The leaving mail
One of the hardest emails to compose at Microsoft is the leaving email, so I tried to keep mine short and simple, let folks know I was moving on, thank them and give them my new contact information. We Microsoft employees live and breath via our email, so leaving pegmc@microsoft.com is one of the hardest parts of leaving Microsoft. I think I wrote a pretty good one, and except for the one slip, where I accidentally hit “send” instead of “send personally” on one batch of emails. (Send Personally is an awesome product by the way, highly recommend it…)
Friends,
After 26 managers, 19 office moves, 12 years, 6 divisions, 5 major reorgs (couldn’t add up the minor ones…) today is my last day at Microsoft. I have been offered an amazing opportunity to go and work with Neudesic, one of our Gold partners, in a job that pulls in all the favorite bits of my time at Microsoft and rolls them all together. More tales to follow.

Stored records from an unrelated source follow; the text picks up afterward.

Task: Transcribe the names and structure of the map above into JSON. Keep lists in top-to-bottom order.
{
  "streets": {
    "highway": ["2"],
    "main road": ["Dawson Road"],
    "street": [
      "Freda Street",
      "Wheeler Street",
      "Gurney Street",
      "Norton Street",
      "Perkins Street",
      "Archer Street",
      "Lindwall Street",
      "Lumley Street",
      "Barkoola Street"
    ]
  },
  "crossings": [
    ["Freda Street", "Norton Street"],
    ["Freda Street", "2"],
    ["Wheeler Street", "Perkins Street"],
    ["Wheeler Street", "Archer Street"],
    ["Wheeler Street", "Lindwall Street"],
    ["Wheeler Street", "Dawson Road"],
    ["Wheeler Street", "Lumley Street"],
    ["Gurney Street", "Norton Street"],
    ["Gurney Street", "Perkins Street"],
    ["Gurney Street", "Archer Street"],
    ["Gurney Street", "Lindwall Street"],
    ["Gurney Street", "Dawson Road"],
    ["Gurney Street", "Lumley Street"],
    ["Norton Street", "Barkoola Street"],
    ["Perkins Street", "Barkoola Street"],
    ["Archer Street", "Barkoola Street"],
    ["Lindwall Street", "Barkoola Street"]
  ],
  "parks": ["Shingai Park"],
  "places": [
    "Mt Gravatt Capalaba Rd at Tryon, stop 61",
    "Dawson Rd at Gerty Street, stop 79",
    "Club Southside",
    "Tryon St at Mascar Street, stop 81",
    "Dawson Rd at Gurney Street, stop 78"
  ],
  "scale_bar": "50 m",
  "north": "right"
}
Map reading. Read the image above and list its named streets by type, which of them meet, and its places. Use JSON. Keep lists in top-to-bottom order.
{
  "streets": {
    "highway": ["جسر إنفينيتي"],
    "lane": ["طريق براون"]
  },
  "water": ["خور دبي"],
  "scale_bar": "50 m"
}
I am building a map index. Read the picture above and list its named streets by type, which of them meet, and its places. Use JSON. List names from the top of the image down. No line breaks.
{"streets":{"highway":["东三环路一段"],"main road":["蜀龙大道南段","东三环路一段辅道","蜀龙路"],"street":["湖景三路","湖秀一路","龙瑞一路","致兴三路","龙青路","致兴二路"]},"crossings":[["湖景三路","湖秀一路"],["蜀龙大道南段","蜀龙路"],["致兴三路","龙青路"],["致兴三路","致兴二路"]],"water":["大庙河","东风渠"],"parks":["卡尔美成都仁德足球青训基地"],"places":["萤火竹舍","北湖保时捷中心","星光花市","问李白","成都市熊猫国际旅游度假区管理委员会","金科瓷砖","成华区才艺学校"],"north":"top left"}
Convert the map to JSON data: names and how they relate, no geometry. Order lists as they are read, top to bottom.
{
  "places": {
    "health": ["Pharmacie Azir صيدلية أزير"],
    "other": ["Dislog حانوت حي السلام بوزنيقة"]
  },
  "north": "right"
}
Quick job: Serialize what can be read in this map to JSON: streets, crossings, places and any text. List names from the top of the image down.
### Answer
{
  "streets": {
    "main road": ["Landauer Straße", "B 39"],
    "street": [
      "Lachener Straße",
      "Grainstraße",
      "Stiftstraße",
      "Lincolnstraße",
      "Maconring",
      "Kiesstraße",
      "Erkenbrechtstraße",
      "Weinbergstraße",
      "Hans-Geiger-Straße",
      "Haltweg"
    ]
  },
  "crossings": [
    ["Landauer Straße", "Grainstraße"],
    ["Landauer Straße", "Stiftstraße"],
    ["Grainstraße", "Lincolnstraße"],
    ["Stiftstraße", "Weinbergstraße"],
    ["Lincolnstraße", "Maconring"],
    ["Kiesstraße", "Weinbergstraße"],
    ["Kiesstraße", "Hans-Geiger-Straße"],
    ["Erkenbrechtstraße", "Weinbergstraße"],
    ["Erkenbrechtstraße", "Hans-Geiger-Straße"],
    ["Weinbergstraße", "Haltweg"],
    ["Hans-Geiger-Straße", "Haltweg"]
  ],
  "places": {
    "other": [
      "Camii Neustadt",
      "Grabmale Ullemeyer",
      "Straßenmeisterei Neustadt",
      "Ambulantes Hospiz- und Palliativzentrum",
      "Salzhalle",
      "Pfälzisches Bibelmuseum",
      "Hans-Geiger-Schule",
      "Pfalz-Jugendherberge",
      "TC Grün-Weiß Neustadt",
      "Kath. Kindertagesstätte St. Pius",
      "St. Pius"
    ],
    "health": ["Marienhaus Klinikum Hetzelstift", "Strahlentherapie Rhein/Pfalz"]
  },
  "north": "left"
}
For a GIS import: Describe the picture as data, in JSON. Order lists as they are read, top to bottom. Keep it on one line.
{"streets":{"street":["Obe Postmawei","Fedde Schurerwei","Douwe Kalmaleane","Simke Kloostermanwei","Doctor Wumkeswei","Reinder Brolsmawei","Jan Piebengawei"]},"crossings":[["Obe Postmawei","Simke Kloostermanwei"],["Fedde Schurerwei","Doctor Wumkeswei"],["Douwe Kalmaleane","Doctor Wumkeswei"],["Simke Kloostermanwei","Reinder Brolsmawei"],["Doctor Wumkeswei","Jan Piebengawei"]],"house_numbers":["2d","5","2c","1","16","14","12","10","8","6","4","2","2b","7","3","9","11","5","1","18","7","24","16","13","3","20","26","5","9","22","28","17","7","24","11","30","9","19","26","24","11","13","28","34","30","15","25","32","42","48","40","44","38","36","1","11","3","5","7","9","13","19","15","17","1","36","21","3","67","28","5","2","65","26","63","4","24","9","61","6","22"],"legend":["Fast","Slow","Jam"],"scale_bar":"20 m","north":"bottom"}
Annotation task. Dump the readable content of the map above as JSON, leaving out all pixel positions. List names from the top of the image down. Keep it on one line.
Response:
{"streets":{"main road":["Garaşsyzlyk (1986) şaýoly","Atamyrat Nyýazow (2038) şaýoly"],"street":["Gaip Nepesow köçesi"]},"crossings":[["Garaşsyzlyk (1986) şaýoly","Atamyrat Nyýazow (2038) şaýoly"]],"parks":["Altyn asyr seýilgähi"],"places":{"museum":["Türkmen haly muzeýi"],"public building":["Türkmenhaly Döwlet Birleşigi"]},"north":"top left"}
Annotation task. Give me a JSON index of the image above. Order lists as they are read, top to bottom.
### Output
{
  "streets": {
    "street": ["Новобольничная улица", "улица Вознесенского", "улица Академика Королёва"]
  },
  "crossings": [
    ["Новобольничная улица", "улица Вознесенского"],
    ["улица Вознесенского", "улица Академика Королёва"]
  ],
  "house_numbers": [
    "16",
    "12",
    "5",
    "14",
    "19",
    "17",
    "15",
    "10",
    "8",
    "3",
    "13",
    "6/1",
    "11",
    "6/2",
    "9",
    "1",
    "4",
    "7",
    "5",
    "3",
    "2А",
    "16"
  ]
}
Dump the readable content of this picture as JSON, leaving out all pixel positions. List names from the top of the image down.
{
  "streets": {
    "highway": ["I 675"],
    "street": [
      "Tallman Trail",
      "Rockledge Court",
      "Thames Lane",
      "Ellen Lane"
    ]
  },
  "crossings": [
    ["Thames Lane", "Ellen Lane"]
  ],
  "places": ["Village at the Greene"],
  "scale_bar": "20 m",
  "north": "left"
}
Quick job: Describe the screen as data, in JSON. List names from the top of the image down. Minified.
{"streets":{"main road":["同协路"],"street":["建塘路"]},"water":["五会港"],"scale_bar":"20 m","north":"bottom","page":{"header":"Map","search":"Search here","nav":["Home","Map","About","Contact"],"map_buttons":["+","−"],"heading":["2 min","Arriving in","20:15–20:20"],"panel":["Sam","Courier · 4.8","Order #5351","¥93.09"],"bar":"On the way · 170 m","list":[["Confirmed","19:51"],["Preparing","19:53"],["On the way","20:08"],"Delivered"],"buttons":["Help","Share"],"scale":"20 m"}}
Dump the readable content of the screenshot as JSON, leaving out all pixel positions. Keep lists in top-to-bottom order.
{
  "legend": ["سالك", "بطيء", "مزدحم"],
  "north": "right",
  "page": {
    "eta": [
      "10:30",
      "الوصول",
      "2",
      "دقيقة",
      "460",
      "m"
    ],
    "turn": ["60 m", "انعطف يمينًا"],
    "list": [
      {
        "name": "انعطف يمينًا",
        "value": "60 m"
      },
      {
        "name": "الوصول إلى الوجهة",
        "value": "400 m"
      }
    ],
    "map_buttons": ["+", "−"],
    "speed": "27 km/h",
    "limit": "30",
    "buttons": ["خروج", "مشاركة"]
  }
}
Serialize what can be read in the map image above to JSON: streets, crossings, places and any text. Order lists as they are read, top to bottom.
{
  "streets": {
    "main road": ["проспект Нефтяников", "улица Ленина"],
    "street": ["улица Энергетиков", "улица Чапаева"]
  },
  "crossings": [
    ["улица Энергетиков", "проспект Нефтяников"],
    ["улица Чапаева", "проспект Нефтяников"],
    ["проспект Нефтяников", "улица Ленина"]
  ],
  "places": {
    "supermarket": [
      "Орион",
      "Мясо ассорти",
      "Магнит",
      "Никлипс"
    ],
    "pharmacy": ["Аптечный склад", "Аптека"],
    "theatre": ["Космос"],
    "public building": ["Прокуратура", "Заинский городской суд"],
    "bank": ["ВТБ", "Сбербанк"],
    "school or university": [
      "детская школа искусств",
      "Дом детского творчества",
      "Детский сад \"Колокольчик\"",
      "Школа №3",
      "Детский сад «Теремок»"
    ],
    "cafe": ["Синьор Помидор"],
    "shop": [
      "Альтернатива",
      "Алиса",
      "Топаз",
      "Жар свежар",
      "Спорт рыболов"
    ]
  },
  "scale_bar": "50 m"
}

Thank you so much to my friends and coworkers who have made Microsoft such an incredible place to be over the past decade. My personal contact information is below and attached. Please update your address books, and do stay in touch.
Peg
I have had wonderful responses from people, and for a smaller company it’s amazing how many people are fans of Neudesic. I am being reassured it’s nice on the outside. I’ve also had some follow up questions…
First, my new job:
I start April 9th, I will be in California the first week (April 9-13th). I am on vacation next week, and yes I am open for lunch, except Wednesday.
Yes, I will have the opportunity to work with Simon again, and I am looking forward to it, a lot.
Neudesic is a consulting company based out of Irvine, California, with offices all over the US. I will likely be commuting for the first few months, then based out of Bellevue with the occasional trip south.
My official title is director, strategic communications, and the job is working primarily with the technology leadership group, helping to build the technical brand of the company, community, influence and reputation. It’s a new role in the organization, and I will be in the technical team, working for the CTO. That being said, we will be doing more definition in the first 30 days, and as I get to know more about the role and the company I will gladly share. Try and stop me.
Second: Yes, really, 26 managers. As a side note, technically, I only changed jobs 3 times.